» **Description of the task**:
Please copy out each line of the listing that contains the word "Troelstrastraat".

» **Information**:
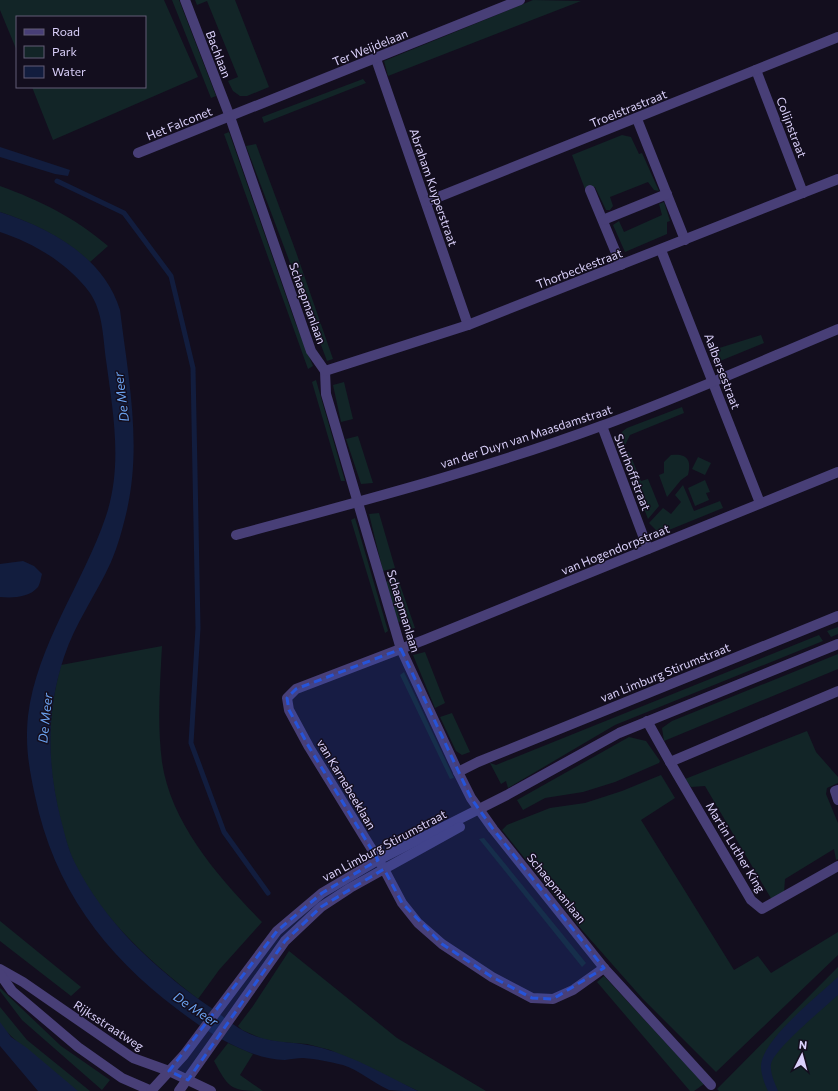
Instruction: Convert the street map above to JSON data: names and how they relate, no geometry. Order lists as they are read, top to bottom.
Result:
{
  "streets": {
    "street": [
      "Ter Weijdelaan",
      "Bachlaan",
      "Troelstrastraat",
      "Het Falconet",
      "Colijnstraat",
      "Abraham Kuyperstraat",
      "Thorbeckestraat",
      "Schaepmanlaan",
      "Aalbersestraat",
      "van der Duyn van Maasdamstraat",
      "Suurhoffstraat",
      "van Hogendorpstraat",
      "van Limburg Stirumstraat",
      "van Karnebeeklaan",
      "Martin Luther King",
      "Rijksstraatweg"
    ]
  },
  "crossings": [
    ["Ter Weijdelaan", "Bachlaan"],
    ["Ter Weijdelaan", "Het Falconet"],
    ["Ter Weijdelaan", "Abraham Kuyperstraat"],
    ["Ter Weijdelaan", "Schaepmanlaan"],
    ["Bachlaan", "Het Falconet"],
    ["Bachlaan", "Schaepmanlaan"],
    ["Troelstrastraat", "Colijnstraat"],
    ["Troelstrastraat", "Abraham Kuyperstraat"],
    ["Het Falconet", "Schaepmanlaan"],
    ["Colijnstraat", "Thorbeckestraat"],
    ["Abraham Kuyperstraat", "Thorbeckestraat"],
    ["Thorbeckestraat", "Schaepmanlaan"],
    ["Thorbeckestraat", "Aalbersestraat"],
    ["Schaepmanlaan", "van der Duyn van Maasdamstraat"],
    ["Schaepmanlaan", "van Hogendorpstraat"],
    ["Schaepmanlaan", "van Limburg Stirumstraat"],
    ["Schaepmanlaan", "van Karnebeeklaan"],
    ["Aalbersestraat", "van der Duyn van Maasdamstraat"],
    ["Aalbersestraat", "van Hogendorpstraat"],
    ["van der Duyn van Maasdamstraat", "Suurhoffstraat"],
    ["Suurhoffstraat", "van Hogendorpstraat"],
    ["van Hogendorpstraat", "van Karnebeeklaan"],
    ["van Limburg Stirumstraat", "van Karnebeeklaan"],
    ["van Limburg Stirumstraat", "Martin Luther King"],
    ["van Limburg Stirumstraat", "Rijksstraatweg"]
  ],
  "water": ["De Meer"],
  "legend": ["Road", "Park", "Water"],
  "north": "top"
}
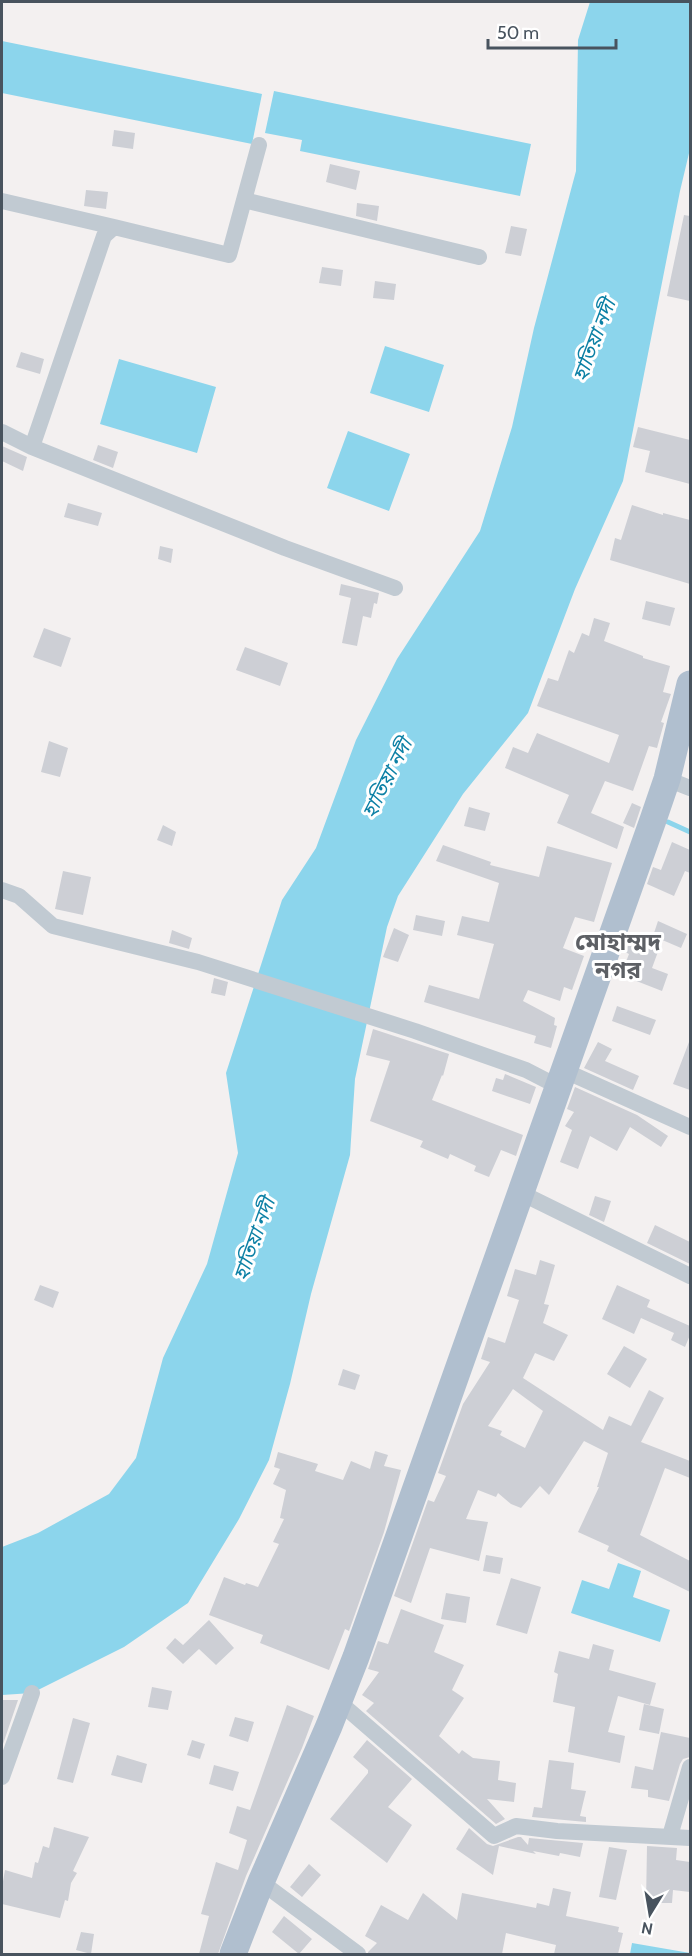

» **Output of the task**:
      "Troelstrastraat",
    ["Troelstrastraat", "Colijnstraat"],
    ["Troelstrastraat", "Abraham Kuyperstraat"],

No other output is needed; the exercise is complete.